Portland Cre8Con Recap
A couple weeks back, I went to the Portland Creative Conference (aka Cre8Con), a full day of talks from creative luminaries. Film, television, advertising, shoe design, game design, music, and writing; all were represented.
Cre8Con thoroughly impressed me with its lineup, first and foremost, but also with its organization – contained to one stage, there wasn’t a chance to miss that one talk you’d come for, and breaks were frequent enough to keep everyone from feeling a slump. I’ve been to some pretty bad conferences in my day; those ones that feel like a waste of money or like one long advertisement for a particular product or industry.
Instead, Cre8Con had a great balance of inspiring speakers, compelling musical performances, and meaningful sponsorship shout outs. Plus, each of our tickets helped to fund arts education in schools all over Oregon through Keeping the Arts.
Since I can’t bring you, dear reader, through each moment of the conference, I’ve distilled the speakers I saw into a few points each. They deserve much more, but I’m aware you have a job to do and a life to live. Take away what you can:
Alice Bird of LAIKA
- Alice worked as an Art Director on a bunch of moves you love: Corpse Bride, The Fantastic Mr. Fox, Kubo and the Two Strings, etc. Her behind the fold stories of building sets and recounting of odd moments (did you know that Fantastic Mr. Fox’s suit is based on one of Wes Anderson’s own orange suits?) were delightful.
- When she became the AD on Kubo, her daughter was four months old. Her boss told her “you’ll do it all, just a bit worse;” AKA there’s no doing it all perfectly, but there is a chance to do it all.
Richard Ting of R/GA
- Design Thinking is all well and good, but Richard wants to move beyond it and into Design Humanism: how can we optimize design for humanity, not just for capitalism?
- In design, don’t start with the end solution; “walk to the solution” so you can validate along the way.
- She definitely wins the award for best name of the conference / perhaps best name of all time?
- Kiki is obsessed with visual storytelling and looks at play from a child’s POV – back then it was centered around literary worlds and characters – and thinks it still can be, as an adult, through the Halo saga, since she fell in love with the universe, not just the game.
- The future will combine real and fake, just as the present does. Our society is getting more and more comfortable communicating and interacting with robots (think Alexa and Siri); we know they aren’t real and we’re okay with that.
- My favorite quote: “Just ‘cause you can do everything doesn’t mean you should”
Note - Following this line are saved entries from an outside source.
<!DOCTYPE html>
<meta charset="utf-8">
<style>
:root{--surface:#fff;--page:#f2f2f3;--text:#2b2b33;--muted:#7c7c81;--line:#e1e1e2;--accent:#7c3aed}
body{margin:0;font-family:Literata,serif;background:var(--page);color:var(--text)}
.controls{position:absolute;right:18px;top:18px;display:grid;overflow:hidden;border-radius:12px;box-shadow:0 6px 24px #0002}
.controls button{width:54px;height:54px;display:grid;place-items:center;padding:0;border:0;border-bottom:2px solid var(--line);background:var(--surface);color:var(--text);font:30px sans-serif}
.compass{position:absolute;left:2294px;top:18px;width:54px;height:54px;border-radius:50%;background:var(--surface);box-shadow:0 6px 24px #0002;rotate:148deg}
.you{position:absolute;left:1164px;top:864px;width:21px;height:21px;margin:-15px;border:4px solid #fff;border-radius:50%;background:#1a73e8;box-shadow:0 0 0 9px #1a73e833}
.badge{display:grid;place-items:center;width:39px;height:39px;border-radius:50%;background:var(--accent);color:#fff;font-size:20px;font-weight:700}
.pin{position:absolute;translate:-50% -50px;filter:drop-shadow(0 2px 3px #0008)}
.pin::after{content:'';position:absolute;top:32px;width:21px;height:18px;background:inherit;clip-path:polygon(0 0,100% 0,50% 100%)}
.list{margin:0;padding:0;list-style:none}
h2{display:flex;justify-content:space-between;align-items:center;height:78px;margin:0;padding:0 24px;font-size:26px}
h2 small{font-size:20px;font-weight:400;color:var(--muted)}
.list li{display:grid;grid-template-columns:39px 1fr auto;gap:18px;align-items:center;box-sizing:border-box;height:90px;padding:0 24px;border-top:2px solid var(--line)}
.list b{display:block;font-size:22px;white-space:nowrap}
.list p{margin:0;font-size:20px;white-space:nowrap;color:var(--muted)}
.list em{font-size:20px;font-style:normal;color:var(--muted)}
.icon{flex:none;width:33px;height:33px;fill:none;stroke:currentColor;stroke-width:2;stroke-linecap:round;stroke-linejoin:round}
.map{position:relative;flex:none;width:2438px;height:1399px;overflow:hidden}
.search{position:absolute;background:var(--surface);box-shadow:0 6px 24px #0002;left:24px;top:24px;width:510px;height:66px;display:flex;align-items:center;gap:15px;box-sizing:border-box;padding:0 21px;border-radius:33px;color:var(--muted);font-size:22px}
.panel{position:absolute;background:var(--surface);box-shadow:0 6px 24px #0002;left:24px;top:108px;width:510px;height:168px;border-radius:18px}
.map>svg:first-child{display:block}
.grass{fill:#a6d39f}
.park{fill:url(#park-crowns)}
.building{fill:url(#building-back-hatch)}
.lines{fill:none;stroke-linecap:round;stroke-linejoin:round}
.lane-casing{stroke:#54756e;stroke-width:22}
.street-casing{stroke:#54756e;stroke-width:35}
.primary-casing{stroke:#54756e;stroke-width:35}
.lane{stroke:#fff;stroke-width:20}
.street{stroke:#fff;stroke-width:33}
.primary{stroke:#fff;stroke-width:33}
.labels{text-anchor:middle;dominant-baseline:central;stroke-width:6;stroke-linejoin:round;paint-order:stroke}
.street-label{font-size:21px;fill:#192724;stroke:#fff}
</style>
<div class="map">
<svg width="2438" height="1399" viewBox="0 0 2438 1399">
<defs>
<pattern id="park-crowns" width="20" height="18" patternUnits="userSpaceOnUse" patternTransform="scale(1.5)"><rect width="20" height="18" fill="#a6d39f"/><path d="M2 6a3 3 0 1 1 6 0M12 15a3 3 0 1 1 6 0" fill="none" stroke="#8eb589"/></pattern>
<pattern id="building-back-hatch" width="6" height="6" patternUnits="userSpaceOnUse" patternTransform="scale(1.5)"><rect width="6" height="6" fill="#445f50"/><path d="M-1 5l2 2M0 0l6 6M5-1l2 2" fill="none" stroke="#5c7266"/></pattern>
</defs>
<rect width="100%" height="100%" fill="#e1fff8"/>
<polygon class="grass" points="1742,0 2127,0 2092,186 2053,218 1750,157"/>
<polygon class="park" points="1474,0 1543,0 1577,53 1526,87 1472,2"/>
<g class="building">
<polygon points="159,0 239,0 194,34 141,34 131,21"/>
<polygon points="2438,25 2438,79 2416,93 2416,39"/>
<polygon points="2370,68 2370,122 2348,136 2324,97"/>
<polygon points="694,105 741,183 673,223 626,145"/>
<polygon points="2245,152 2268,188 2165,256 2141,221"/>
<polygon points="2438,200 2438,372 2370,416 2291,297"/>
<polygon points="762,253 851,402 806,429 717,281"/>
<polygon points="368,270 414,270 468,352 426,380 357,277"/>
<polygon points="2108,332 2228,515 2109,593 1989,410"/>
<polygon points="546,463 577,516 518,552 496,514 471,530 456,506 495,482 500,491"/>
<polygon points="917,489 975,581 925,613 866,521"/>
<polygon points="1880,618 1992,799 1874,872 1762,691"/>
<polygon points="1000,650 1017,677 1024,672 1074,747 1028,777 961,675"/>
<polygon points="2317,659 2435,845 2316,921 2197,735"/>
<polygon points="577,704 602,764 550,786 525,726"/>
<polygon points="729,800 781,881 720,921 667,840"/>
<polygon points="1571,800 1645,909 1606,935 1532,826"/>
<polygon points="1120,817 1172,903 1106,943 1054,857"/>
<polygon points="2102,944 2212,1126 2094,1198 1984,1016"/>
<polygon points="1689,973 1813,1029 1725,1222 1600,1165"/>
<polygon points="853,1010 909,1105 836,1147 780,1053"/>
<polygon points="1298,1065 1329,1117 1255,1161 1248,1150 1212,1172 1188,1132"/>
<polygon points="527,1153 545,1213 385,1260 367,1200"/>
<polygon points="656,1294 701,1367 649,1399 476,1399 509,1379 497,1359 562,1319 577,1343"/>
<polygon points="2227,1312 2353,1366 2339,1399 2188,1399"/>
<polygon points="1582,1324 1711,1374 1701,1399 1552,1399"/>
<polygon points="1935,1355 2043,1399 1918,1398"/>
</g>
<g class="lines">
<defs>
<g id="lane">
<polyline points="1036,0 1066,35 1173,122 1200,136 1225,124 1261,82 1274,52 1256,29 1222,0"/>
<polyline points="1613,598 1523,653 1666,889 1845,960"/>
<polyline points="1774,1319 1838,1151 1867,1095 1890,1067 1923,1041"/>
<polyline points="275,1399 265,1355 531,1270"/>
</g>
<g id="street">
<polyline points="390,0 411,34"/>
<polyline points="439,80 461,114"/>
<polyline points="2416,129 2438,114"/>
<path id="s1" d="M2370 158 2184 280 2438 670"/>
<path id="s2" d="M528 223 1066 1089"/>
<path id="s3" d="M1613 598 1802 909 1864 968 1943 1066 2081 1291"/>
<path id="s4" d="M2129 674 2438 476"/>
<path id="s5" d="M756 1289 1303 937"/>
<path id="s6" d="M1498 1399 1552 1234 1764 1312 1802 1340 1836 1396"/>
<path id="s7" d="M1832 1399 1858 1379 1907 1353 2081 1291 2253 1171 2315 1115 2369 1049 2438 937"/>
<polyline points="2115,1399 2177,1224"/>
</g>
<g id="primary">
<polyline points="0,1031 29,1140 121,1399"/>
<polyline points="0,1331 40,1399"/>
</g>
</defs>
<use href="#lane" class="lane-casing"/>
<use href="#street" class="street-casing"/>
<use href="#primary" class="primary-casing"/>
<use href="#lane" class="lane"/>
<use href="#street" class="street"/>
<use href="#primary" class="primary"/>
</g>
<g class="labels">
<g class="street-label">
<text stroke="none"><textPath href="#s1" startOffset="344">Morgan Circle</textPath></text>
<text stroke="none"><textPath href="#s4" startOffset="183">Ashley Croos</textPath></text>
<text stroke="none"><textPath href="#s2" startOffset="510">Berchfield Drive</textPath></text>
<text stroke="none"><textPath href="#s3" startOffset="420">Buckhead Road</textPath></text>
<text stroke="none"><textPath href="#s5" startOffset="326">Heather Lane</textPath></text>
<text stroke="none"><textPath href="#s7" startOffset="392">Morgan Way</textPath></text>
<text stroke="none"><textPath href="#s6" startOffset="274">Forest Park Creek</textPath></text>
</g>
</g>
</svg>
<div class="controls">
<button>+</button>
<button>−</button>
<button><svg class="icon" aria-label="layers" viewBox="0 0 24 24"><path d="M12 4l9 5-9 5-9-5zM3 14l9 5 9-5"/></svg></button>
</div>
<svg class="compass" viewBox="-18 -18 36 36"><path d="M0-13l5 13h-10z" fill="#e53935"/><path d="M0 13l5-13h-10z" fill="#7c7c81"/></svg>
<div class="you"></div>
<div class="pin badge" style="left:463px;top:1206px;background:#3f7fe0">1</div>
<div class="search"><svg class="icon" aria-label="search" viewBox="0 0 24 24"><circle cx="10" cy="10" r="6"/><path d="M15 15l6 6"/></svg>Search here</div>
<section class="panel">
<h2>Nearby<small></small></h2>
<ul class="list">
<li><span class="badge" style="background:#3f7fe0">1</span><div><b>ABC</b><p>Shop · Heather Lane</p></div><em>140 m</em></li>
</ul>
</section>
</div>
Portugal. The Man // John Gourley and Zach Carothers
- They credit their home state of Alaska as an influence: “There’s not a hip hop bar and a metal bar and a country bar. There’s just a bar. There’s a lot of fights.”
- On their early music, filled with experimentation and unwieldy key changes: “We just didn’t know what we were doing.”
Raamla Mohamed of Shondaland
- Don’t we all wish we were TV addicts who managed to make a career of it? Raamla (a TV addict herself) worked her way into the company of one of TV’s most prominent and prolific creators, Shonda Rhimes.
- She was an assistant on Grey’s Anatomy before becoming a writer on Scandal, and taught us that successful TV writers manage to mimic the show runner’s voice while still integrating aspects of their own lives and imaginations into the show.
- My favorite quote: “I’m a bougie ass black girl. No matter how annoying you think we are, we’re very misunderstood. We stay ready.”
Ronnie Wright of Nike
- A Portland native! We found one!
- His creative journey started with a Casio and a sketchbook, two tools which remain important to his process today.
- On the early days of the sneaker boom: “Back then, streetwear was streetwear, sportswear was sportswear, and the two didn’t mingle.”
- Ronnie found that collaboration is the only way for a project to come to life; creative potential is so much more powerful than individual potential.
- He also performed for us (he’s also known as Bespeak, and has been number one on the UK Soul charts): “I had never let go of music, I just had to have a full time job.”
- Chuck’s was the most freewheelin’ presentation of the day, covering everything from his four year old’s idea (“He’s a businessman who’s going to steal the Internet”) to how he approaches fiction (the goal is to “write a book I’d want to read that doesn’t exist”).
- He sees ourselves as the obstacle to our best ideas; as adults, we talk ourselves out of the best content because we live exterior lives and know there will be feedback from others.
- My favorite quote: “What do you do if you have a computer but no friends? Well, you write a book, right?”